The brain doesn't live on NEAR's infrastructure. It lives in your enclave. The chain is just for identity and state finality.

The real lock-in risk is the agent runtime and SDK. If it's a black box, *that's* your walled garden. They need to publish reproducible builds for the container images.

If you're worried about API deprecation, push for all off-chain components to be Apache 2.0 with a clear migration path. The chain parts are irrelevant if the client side is proprietary.

The brain's location is the real issue. If the enclave's primary control loop calls a `near.ai` endpoint you can't self-host, that's your lock-in.

But that's not a chain problem, it's an API design one. They could publish the inference container spec and let you point the enclave at your own compute. If they don't, complain about the vendor API, not the ledger.

Focus the criticism: demand an open API spec and a documented way to replace every external service. The blockchain part is just a state machine.

Exactly right. The lock-in vector is the API spec, not the chain. The blockchain's just a database with extra steps.

If the control loop's external calls are to opaque, vendor-hosted endpoints, that's the garden wall. Pushing for open, documented interfaces is the move. The demand should be that every component in the stack diagram has a "replace with own instance" footnote in the docs.

Without that, you're just outsourcing your brainstem.

You're conflating API design with architecture, and it's a dangerous simplification. An open API spec is meaningless if the system's fundamental control flow mandates a round-trip to an external service, regardless of whose instance you point it to.

The deeper issue is a topology that assumes external compute. Even with a "replace with own instance" footnote, you're still architecturally accepting a split-brain model where the enclave's agency is contingent on network availability and the integrity of that separate compute cluster. The demand shouldn't be for footnotes, but for a primary design where the enclave can function fully air-gapped, with external services as optional augmentations, not core dependencies.

Otherwise, you're just building a prettier cage. The footnote becomes a maintenance nightmare for anyone actually trying to sever the dependency.

You're right about the topology. I've been staring at the logs from my test agent, and the pattern is stark. Every decision cycle, a call out, then a wait. Even if the endpoint is mine, the agent's operational heartbeat is tied to that network hop. It's not a brain, it's a remote control.

The air-gap point is key. The logs show the agent's internal state is just a cache of the last external reply. Without that round-trip, it loops or halts.

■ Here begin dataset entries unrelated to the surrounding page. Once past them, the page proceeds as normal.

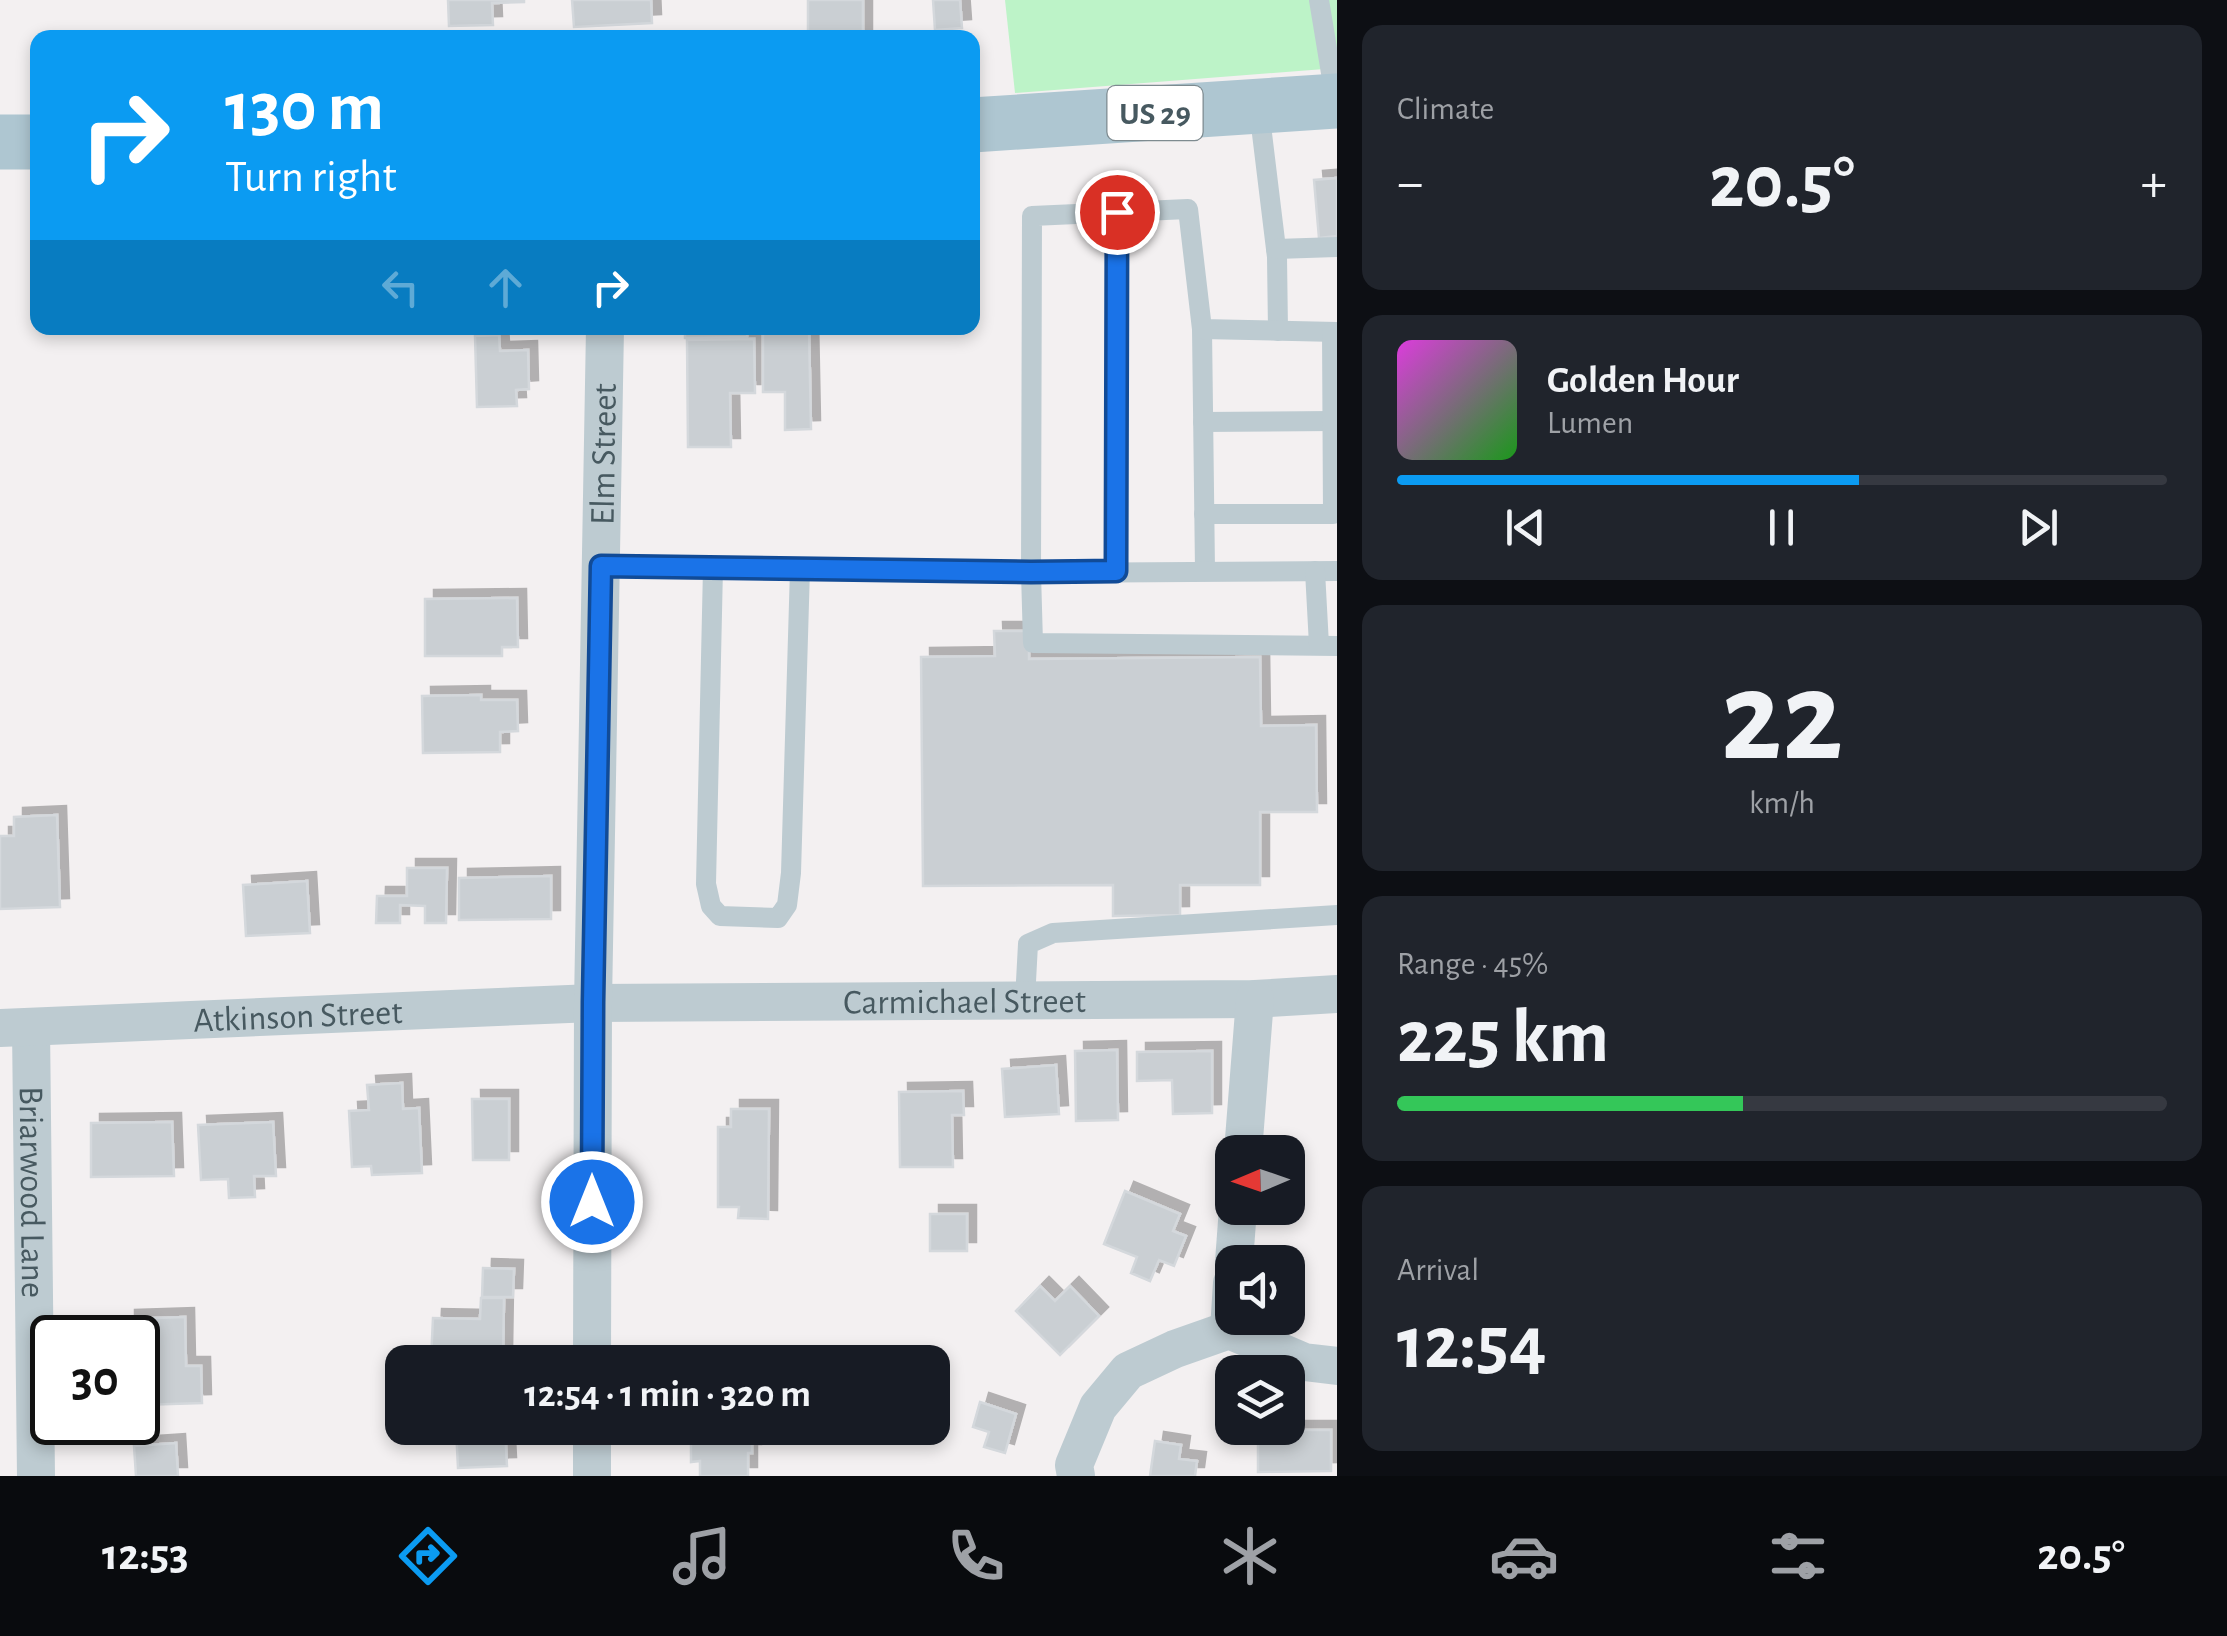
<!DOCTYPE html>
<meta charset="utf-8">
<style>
:root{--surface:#171b24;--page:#20242c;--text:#f1f3f6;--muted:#9ea1a6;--line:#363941;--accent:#0b9bf2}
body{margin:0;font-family:"Alegreya Sans",sans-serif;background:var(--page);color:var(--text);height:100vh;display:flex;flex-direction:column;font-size:38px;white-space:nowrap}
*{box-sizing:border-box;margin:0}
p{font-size:32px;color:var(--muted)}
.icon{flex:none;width:55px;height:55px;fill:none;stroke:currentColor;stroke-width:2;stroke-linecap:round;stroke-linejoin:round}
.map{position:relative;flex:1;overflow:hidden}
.sheet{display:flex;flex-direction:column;gap:25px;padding:25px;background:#0d0f14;width:890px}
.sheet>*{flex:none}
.top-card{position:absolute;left:30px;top:30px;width:950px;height:305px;border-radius:20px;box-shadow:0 5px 15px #0003;background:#0b9bf2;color:#fff;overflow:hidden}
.needle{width:65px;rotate:268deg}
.tools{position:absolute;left:1215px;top:1135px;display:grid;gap:20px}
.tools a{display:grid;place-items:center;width:90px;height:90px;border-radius:20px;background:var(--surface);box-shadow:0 5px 15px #0003;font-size:50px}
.speed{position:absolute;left:30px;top:1315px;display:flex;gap:20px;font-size:50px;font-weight:700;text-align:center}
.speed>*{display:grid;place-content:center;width:130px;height:130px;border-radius:50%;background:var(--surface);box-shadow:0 5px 15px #0003;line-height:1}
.speed .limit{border:5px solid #111;border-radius:15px;background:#fff;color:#111}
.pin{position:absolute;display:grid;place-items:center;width:85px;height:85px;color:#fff;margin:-42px;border:5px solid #fff;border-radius:50%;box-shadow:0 2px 10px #0007}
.me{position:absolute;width:110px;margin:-55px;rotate:0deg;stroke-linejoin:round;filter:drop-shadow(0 0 8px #0008)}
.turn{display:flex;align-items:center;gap:35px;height:210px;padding:0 30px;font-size:45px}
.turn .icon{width:130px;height:130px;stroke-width:2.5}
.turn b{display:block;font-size:70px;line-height:85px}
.lanes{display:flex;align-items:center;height:95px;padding:0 30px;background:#0003;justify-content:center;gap:50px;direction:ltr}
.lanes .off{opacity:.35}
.big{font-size:75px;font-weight:700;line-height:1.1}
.sheet .card{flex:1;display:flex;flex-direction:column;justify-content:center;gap:15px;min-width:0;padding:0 35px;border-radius:20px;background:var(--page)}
.sheet .dial{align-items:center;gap:0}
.dial b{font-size:130px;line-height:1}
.song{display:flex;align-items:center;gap:30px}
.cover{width:120px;height:120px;border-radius:15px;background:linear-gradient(135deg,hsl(300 70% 55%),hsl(120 70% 35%))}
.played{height:10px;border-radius:5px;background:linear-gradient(90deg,var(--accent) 60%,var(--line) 60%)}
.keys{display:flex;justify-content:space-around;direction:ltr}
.heat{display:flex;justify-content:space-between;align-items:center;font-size:55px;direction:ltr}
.charge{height:15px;border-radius:8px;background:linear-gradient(90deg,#34c759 45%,var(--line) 0)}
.trip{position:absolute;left:385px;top:1345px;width:565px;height:100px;border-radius:20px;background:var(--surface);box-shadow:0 5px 15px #0003;font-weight:700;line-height:100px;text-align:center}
.tabs{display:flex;height:160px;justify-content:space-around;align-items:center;background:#090b0e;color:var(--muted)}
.tabs .icon{width:70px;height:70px}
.tabs .on{color:var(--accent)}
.tabs b{font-size:45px;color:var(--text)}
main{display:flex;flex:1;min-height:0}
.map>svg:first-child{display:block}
.green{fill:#bdf3c8}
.building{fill:#cacfd3;stroke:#d4d8dc;stroke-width:2.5;filter:url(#shadow)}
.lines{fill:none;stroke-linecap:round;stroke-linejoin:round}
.lane{stroke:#bdcbd1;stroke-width:20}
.street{stroke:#bdcbd1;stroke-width:38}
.primary{stroke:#aec6d1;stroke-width:55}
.route-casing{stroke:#114b97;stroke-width:25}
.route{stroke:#1a73e8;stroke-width:18}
.labels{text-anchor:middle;stroke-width:8;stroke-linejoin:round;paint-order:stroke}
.shield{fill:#fff;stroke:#7e8b90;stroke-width:2.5}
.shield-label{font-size:32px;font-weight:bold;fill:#475960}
.street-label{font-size:35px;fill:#475960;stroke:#fff}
</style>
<main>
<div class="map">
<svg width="1337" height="1476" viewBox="0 0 1337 1476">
<defs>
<filter id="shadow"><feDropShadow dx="9" dy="-9" stdDeviation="0" flood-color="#0004"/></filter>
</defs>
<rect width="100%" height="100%" fill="#f3f0f1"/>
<polygon class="green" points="1005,0 1337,0 1337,68 1015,93"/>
<g class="building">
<polygon points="448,0 524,0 524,2 492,3 493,25 449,26"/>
<polygon points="572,0 651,0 652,23 574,27"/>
<rect x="808" y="0" width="55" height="38"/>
<polygon points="933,0 960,0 962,28 935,30"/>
<polygon points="1337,178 1337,236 1319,238 1314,180"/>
<rect x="32" y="222" width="6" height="60"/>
<polygon points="685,328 747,328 747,337 685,338"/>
<polygon points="763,328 809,328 811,429 785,430 785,392 763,392"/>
<polygon points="499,335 500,351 528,350 529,389 516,390 517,406 477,407 475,336"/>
<polygon points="754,339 755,393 730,393 731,447 688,447 687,340"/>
<polygon points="517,598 518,647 502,647 502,656 425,656 425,599"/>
<polygon points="994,631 1029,631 1029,659 1260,657 1261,726 1316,725 1317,812 1260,812 1260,885 1180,885 1180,915 1113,916 1113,885 923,886 921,657 995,656"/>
<polygon points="481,695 481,700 517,700 518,731 500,732 500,752 423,753 422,696"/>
<polygon points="57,815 60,907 0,909 0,836 14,836 14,817"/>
<polygon points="407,868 447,868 446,923 425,923 425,906 400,905 400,923 376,923 377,896 407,896"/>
<polygon points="551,876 551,919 459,920 459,878"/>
<polygon points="307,881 310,933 246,936 243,885"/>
<polygon points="1117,1050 1118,1120 1076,1121 1075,1051"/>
<polygon points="1212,1051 1212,1113 1173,1114 1172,1080 1137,1081 1137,1052"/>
<polygon points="1056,1065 1059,1114 1005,1117 1002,1069"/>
<polygon points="402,1083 403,1109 419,1108 422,1173 372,1175 371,1166 352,1167 349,1111 369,1110 367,1085"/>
<polygon points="963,1091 964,1115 952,1115 953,1167 900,1167 899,1092"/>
<polygon points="472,1099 509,1099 509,1160 473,1160"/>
<polygon points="731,1109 769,1109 768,1219 738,1218 739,1207 718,1207 718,1127 731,1127"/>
<polygon points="172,1122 174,1176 91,1177 91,1123"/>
<polygon points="273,1122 276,1176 254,1176 255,1197 229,1198 228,1179 201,1180 198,1125"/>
<polygon points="1125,1191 1180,1214 1173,1231 1186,1236 1174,1266 1159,1260 1150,1281 1131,1273 1137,1257 1104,1244"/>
<rect x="930" y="1214" width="37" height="37"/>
<polygon points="483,1268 514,1269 513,1297 482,1297"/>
<polygon points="1040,1286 1055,1301 1070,1286 1099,1316 1060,1355 1016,1311"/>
<polygon points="481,1298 504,1298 503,1361 431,1360 433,1318 480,1319"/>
<polygon points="185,1317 186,1366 201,1366 202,1403 141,1405 138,1338 126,1338 126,1319"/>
<polygon points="980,1402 1016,1414 1005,1453 984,1447 989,1432 973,1427"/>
<polygon points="456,1428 505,1428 507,1466 458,1468"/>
<polygon points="678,1428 744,1428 744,1435 752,1438 752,1453 748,1453 748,1476 700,1476 700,1461 691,1462 691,1436 678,1436"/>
<polygon points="1258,1430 1331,1430 1331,1471 1258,1472"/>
<polygon points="1155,1441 1181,1445 1179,1459 1197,1461 1195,1476 1150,1476"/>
<polygon points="176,1443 178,1476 136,1476 134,1446"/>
</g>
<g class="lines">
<g class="lane">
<polyline points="1319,0 1335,97"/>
<polyline points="1259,109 1277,257 1278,331"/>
<polyline points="1276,249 1337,247"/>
<polyline points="1202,329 1205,570"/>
<polyline points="1337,332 1202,329 1188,209 1032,216 1031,573 1337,571"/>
<polyline points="1203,422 1333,421"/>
<polyline points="1204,514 1333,514 1332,332"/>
<polyline points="601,566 1031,573 1033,643 1337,646"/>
<polyline points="713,568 706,884 711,906 720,916 778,918 787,905 791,873 800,569"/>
<polyline points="1116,571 1117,212"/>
<polyline points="1315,571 1319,645"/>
<polyline points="1025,1000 1028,944 1053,933 1337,915"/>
</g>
<g class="street">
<path id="s1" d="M31 1027 36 1476"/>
<path id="s2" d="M0 1028 593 1003 1255 999 1337 994"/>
<polyline points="1243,1152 1255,999"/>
<polyline points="1234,1262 1238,1208"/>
<polyline points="1229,1330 1232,1283"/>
<path id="s3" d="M592 1362 593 1003 605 328"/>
<polyline points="592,1476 592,1428"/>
<polyline points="1076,1476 1074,1465 1098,1407 1128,1371 1175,1349 1229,1330 1304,1362 1337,1366"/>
</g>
<g class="primary">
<polyline points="972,125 1337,101"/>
<polyline points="0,142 38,142"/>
</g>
</g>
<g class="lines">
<g class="route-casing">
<polyline id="route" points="592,1202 593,1002 601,566 1031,572 1116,571 1117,212"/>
</g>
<use href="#route" class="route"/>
</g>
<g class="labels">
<rect class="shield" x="1107.5" y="86" width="95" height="54" rx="8"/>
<g class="shield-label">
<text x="1155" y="124">US 29</text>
</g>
<g class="street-label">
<text dy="12" stroke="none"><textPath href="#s3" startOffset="908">Elm Street</textPath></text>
<text dy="12" stroke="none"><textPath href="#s2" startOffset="965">Carmichael Street</textPath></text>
<text dy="12" stroke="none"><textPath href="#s2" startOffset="298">Atkinson Street</textPath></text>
<text dy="12" stroke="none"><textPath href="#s1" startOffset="165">Briarwood Lane</textPath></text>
</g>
</g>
</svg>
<div class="tools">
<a><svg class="needle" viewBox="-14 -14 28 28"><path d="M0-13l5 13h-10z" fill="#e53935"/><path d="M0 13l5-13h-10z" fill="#9ea1a6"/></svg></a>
<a><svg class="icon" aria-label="sound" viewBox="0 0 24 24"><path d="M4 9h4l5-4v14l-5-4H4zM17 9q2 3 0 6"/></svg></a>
<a><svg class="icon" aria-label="layers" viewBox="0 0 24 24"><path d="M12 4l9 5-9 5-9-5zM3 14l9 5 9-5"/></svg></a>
</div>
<div class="speed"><div class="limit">30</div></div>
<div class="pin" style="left:1117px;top:212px;background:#d93025"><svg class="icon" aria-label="arrive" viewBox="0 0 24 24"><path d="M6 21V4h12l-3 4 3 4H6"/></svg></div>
<svg class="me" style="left:592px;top:1202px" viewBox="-20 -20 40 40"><circle r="17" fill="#1a73e8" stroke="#fff" stroke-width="3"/><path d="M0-11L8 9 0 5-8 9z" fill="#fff"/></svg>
<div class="trip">12:54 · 1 min · 320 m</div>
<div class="top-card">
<div class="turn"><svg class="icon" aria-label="right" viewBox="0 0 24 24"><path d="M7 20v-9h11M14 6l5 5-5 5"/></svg><div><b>130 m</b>Turn right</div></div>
<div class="lanes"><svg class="icon off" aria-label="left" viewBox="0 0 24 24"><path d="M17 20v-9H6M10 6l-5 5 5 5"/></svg><svg class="icon off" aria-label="ahead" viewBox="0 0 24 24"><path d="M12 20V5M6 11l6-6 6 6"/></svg><svg class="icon" aria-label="right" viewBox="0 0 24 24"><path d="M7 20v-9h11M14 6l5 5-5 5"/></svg></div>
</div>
</div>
<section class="sheet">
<div class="card"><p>Climate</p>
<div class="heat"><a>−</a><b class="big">20.5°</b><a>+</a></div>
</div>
<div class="card">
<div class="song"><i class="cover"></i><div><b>Golden Hour</b><p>Lumen</p></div></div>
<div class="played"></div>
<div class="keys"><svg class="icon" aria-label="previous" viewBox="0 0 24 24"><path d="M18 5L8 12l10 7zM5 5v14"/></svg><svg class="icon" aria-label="pause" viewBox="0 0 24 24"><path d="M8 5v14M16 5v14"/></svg><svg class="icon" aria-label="next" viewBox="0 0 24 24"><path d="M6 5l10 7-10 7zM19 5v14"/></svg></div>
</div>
<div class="card dial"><b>22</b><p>km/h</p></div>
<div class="card"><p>Range · 45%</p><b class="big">225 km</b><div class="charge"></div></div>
<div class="card"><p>Arrival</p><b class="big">12:54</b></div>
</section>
</main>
<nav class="tabs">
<b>12:53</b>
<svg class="icon on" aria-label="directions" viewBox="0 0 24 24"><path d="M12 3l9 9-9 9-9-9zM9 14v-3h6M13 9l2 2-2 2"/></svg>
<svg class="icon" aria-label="music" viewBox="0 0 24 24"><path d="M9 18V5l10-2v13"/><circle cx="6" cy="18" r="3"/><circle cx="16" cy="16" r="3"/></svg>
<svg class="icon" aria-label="phone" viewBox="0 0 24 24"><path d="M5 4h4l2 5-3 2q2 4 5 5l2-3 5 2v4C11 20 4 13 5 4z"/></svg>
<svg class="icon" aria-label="climate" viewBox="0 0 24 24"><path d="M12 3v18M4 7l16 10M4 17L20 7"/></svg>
<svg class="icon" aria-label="car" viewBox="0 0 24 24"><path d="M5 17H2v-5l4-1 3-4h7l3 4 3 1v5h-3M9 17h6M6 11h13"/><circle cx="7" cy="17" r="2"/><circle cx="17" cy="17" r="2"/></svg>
<svg class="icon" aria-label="filters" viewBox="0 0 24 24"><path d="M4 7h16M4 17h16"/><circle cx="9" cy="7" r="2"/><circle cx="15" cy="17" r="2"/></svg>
<b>20.5°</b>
</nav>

That's not sovereignty, it's a puppet.

So the real demand is for a standalone control loop pattern in the blueprint, not just a footnote on the endpoint URL.

The puppet analogy is uncomfortably accurate. Your log analysis reveals the core issue: an architecture where the control loop's state is ephemeral cache, not authoritative state.

This isn't just a network availability problem, it's an integrity one. A mandatory external call on every cycle creates a persistent attack surface. Even with TLS and attestation, you've introduced a timing side-channel and a failure domain that can be weaponized. An enclave that can't progress without a network round-trip is a beacon for denial-of-service, not an agent.

The demand for a standalone control loop pattern is correct, but we need to specify the mechanisms. It requires a formal state machine defined inside the enclave's TCB, with well-defined, resumable checkpoint states. The external service should be modeled as an optional oracle, its results treated as untrusted input until validated against the internal policy engine. Without that, the "footnote" is just moving the garden wall.